If Dortmund had a player, it was Kramnik. He won the tournament so many times that it became a kind of running gag in the chess press: the meeting itself was sometimes called Kramnik's birthday party. He led the 42nd edition in 2014, headlining a field that also included Fabiano Caruana and Michael Adams. He was back in 2015 alongside Caruana and the American Wesley So. He was back again in 2016 with Caruana and Maxime Vachier-Lagrave, the Frenchman who finally won the tournament on 16 July with a game to spare, his first Dortmund title. The events were held at the Orchesterzentrum NRW, a music academy whose hall doubles as a tournament venue, with the players given the classical time control of 100 minutes for the first 40 moves, then an additional 50 minutes for 20 more moves, then 15 minutes for the rest of the game with a 30-second increment from move one. The watching public sat just metres from boards on which world-championship-level moves were being calculated.
Dortmund has always made room for the strange and the experimental alongside the main draw. In 2001 the meeting hosted a Man-Machine Match between Robert Hubner, the German grandmaster, and the chess engine Deep Fritz. Every game was drawn, six in a row, final score 3-3, a peculiar kind of stalemate between human and machine. In 2002 a side match between David Baramidze and Alisa Maric, the Serbian women's grandmaster, ended 4.5 to 3.5 for Baramidze. In 2019 the Sparkassen Chess Meeting Open A, a Swiss tournament running alongside the main event, was won by Thomas Michalczak with a performance rating of 2533. In its newer incarnation, after a COVID-19-forced reset, the meeting added a flagship format called the No Castling Masters, a variant invented by Vladimir Kramnik himself, in which neither player may castle. The new rule strips one of the oldest defensive resources from the game and forces players to invent fresh ideas every move.
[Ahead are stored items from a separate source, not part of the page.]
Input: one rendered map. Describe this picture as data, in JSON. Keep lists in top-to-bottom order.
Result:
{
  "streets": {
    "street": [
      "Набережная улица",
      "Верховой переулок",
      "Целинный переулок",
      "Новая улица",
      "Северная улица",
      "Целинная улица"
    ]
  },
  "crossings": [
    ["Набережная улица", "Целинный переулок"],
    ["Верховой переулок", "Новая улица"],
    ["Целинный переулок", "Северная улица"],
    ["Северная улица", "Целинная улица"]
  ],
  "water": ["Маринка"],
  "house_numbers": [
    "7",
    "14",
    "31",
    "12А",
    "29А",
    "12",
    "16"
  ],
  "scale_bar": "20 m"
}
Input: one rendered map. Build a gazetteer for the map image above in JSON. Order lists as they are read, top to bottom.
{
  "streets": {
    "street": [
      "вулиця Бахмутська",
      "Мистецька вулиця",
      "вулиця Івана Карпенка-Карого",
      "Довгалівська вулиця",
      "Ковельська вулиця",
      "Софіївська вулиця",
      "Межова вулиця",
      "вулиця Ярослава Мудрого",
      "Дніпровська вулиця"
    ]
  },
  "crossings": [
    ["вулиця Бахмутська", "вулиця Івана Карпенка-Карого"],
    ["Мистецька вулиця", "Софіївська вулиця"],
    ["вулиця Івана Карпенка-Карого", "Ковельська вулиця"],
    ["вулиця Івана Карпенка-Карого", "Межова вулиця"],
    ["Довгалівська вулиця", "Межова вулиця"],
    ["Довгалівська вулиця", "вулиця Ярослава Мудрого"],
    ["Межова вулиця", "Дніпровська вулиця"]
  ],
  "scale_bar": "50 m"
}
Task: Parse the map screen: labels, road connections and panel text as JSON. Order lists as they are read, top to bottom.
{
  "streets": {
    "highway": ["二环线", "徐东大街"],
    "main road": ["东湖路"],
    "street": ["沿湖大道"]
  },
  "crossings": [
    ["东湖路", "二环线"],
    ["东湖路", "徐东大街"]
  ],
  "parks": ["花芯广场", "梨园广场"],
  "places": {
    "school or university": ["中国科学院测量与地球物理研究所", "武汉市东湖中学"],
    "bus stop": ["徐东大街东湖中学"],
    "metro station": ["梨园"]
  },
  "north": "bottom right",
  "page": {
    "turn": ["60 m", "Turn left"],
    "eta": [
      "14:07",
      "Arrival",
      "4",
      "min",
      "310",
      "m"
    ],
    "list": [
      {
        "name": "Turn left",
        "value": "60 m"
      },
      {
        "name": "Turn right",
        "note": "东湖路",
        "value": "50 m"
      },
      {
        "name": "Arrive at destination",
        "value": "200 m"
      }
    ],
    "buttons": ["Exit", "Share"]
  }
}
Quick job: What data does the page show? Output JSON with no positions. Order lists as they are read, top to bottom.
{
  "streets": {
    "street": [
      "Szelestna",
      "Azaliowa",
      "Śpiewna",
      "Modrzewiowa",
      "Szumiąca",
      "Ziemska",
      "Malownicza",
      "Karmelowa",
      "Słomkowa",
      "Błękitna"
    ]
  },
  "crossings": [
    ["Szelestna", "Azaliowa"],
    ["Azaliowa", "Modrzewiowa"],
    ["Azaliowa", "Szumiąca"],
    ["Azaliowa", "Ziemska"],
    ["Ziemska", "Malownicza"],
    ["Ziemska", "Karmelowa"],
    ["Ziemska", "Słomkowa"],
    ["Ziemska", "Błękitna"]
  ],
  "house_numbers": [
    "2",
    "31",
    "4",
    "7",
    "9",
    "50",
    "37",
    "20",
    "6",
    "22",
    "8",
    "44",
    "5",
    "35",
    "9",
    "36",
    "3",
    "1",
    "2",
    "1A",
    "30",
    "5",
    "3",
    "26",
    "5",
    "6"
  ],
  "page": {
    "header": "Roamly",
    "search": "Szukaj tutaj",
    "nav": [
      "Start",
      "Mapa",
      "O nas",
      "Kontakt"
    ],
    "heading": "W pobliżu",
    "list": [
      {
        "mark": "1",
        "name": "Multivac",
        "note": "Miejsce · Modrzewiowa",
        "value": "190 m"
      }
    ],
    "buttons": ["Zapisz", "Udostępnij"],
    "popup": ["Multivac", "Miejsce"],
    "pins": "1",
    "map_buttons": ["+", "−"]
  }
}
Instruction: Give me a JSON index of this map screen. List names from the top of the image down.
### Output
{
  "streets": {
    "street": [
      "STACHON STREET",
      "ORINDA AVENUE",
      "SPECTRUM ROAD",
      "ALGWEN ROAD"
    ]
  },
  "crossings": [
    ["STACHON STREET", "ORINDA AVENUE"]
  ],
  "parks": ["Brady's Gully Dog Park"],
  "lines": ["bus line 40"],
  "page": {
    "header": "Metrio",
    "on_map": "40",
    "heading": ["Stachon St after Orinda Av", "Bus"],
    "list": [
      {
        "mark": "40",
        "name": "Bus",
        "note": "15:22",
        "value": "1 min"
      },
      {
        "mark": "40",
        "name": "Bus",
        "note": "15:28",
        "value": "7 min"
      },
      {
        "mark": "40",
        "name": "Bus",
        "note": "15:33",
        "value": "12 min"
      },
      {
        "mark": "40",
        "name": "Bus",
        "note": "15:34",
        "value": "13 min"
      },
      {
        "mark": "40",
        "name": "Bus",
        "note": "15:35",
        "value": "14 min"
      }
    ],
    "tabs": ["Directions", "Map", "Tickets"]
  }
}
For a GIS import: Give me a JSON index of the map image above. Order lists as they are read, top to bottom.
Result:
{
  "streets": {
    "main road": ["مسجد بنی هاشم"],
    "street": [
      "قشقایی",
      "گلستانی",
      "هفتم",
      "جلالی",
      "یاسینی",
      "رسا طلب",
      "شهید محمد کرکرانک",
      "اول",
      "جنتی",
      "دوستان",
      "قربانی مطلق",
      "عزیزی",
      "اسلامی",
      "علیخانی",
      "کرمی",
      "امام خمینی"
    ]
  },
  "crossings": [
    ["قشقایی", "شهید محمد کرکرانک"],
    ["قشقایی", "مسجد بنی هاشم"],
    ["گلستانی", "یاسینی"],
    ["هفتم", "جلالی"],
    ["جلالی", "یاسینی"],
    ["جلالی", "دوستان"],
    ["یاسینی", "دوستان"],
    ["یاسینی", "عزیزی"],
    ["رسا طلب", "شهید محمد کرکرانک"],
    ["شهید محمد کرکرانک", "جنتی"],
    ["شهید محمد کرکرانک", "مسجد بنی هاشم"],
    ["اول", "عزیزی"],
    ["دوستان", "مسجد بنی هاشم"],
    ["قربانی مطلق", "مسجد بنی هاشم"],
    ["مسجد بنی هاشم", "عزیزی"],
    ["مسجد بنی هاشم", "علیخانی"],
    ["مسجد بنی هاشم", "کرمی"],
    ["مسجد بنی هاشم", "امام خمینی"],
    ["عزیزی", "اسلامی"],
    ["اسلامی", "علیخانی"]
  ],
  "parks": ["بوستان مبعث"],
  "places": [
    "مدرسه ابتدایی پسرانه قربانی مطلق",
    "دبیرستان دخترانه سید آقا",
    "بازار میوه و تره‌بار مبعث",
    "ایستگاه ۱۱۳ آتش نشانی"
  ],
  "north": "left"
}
The title sponsor is Sparkasse Dortmund, the city's public savings bank, and the staying power of the tournament owes everything to that institution's willingness to keep funding chess year after year, in good seasons and bad, through three different formats and one pandemic. The latest incarnation, branded the Sparkassen Chess Trophy International Dortmund Chess Days, blends the elite invitational with large open events and an invite-only cup competition. In 2024 the event featured a six-game match between Germany's top two women, GM Elisabeth Pahtz and IM Dinara Wagner, with the Open A counting toward the FIDE Circuit. In 2025 the women's component grew to a double round-robin between Pahtz, Wagner, Deimante Cornette of France, and Lu Miaoyi of China, again with the open included in the FIDE Circuit. The buildings change. The format changes. The savings bank keeps writing the cheque, and the strongest players in the world keep boarding trains to a Ruhr city in July.
The Dortmund Sparkassen Chess Meeting in its modern era has been held primarily at the Orchesterzentrum NRW in central Dortmund, near 51.5139 degrees north, 7.4653 degrees east, a few minutes from Dortmund Hauptbahnhof. From the air the venue is part of the city's culture mile, alongside the Theater Dortmund complex and the German Football Museum. Dortmund Airport (EDLW / DTM) is 13 km east; Dusseldorf International (EDDL / DUS) is 60 km southwest. Recommended viewing altitude 800 to 1,500 metres.